[Start of section]
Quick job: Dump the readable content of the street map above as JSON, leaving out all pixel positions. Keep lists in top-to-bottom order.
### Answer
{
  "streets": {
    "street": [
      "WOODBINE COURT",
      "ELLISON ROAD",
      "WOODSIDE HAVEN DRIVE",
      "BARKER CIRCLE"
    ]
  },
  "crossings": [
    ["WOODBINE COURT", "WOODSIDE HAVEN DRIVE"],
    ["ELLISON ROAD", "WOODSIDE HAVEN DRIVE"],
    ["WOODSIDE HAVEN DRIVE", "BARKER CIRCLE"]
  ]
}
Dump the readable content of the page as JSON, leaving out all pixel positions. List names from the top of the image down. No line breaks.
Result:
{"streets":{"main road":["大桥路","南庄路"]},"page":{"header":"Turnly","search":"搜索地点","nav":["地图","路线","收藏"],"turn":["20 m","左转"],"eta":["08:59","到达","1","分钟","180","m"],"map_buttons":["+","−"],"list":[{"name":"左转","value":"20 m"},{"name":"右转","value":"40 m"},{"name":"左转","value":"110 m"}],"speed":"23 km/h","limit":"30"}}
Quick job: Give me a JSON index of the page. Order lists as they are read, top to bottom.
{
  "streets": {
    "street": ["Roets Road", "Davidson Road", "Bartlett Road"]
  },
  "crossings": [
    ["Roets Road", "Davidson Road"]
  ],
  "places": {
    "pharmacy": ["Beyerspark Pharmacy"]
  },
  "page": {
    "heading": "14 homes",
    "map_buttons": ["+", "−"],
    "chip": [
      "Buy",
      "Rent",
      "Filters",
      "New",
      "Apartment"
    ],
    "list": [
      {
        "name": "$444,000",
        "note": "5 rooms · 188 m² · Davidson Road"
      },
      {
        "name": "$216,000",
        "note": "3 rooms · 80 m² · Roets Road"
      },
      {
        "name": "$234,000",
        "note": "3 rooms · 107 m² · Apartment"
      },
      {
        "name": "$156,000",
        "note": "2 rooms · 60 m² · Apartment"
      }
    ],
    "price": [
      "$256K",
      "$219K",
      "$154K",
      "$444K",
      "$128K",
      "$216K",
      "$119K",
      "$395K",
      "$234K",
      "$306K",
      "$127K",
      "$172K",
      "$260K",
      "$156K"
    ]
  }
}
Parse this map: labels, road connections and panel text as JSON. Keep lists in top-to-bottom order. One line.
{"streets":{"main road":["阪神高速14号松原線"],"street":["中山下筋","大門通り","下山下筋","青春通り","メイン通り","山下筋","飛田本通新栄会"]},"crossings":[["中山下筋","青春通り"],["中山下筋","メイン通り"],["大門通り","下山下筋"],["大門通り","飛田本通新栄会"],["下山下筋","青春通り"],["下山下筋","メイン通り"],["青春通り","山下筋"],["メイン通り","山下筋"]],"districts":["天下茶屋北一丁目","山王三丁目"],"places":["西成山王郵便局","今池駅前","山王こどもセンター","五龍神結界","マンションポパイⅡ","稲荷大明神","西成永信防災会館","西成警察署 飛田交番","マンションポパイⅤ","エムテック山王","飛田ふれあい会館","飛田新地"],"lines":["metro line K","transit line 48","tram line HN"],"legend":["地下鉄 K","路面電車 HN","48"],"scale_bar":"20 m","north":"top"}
[End of section]
EXERCISE REQUIREMENTS:
Your task is to reproduce all of the records exactly.

FINISHED TASK:
Quick job: Dump the readable content of the street map above as JSON, leaving out all pixel positions. Keep lists in top-to-bottom order.
### Answer
{
  "streets": {
    "street": [
      "WOODBINE COURT",
      "ELLISON ROAD",
      "WOODSIDE HAVEN DRIVE",
      "BARKER CIRCLE"
    ]
  },
  "crossings": [
    ["WOODBINE COURT", "WOODSIDE HAVEN DRIVE"],
    ["ELLISON ROAD", "WOODSIDE HAVEN DRIVE"],
    ["WOODSIDE HAVEN DRIVE", "BARKER CIRCLE"]
  ]
}
Dump the readable content of the page as JSON, leaving out all pixel positions. List names from the top of the image down. No line breaks.
Result:
{"streets":{"main road":["大桥路","南庄路"]},"page":{"header":"Turnly","search":"搜索地点","nav":["地图","路线","收藏"],"turn":["20 m","左转"],"eta":["08:59","到达","1","分钟","180","m"],"map_buttons":["+","−"],"list":[{"name":"左转","value":"20 m"},{"name":"右转","value":"40 m"},{"name":"左转","value":"110 m"}],"speed":"23 km/h","limit":"30"}}
Quick job: Give me a JSON index of the page. Order lists as they are read, top to bottom.
{
  "streets": {
    "street": ["Roets Road", "Davidson Road", "Bartlett Road"]
  },
  "crossings": [
    ["Roets Road", "Davidson Road"]
  ],
  "places": {
    "pharmacy": ["Beyerspark Pharmacy"]
  },
  "page": {
    "heading": "14 homes",
    "map_buttons": ["+", "−"],
    "chip": [
      "Buy",
      "Rent",
      "Filters",
      "New",
      "Apartment"
    ],
    "list": [
      {
        "name": "$444,000",
        "note": "5 rooms · 188 m² · Davidson Road"
      },
      {
        "name": "$216,000",
        "note": "3 rooms · 80 m² · Roets Road"
      },
      {
        "name": "$234,000",
        "note": "3 rooms · 107 m² · Apartment"
      },
      {
        "name": "$156,000",
        "note": "2 rooms · 60 m² · Apartment"
      }
    ],
    "price": [
      "$256K",
      "$219K",
      "$154K",
      "$444K",
      "$128K",
      "$216K",
      "$119K",
      "$395K",
      "$234K",
      "$306K",
      "$127K",
      "$172K",
      "$260K",
      "$156K"
    ]
  }
}
Parse this map: labels, road connections and panel text as JSON. Keep lists in top-to-bottom order. One line.
{"streets":{"main road":["阪神高速14号松原線"],"street":["中山下筋","大門通り","下山下筋","青春通り","メイン通り","山下筋","飛田本通新栄会"]},"crossings":[["中山下筋","青春通り"],["中山下筋","メイン通り"],["大門通り","下山下筋"],["大門通り","飛田本通新栄会"],["下山下筋","青春通り"],["下山下筋","メイン通り"],["青春通り","山下筋"],["メイン通り","山下筋"]],"districts":["天下茶屋北一丁目","山王三丁目"],"places":["西成山王郵便局","今池駅前","山王こどもセンター","五龍神結界","マンションポパイⅡ","稲荷大明神","西成永信防災会館","西成警察署 飛田交番","マンションポパイⅤ","エムテック山王","飛田ふれあい会館","飛田新地"],"lines":["metro line K","transit line 48","tram line HN"],"legend":["地下鉄 K","路面電車 HN","48"],"scale_bar":"20 m","north":"top"}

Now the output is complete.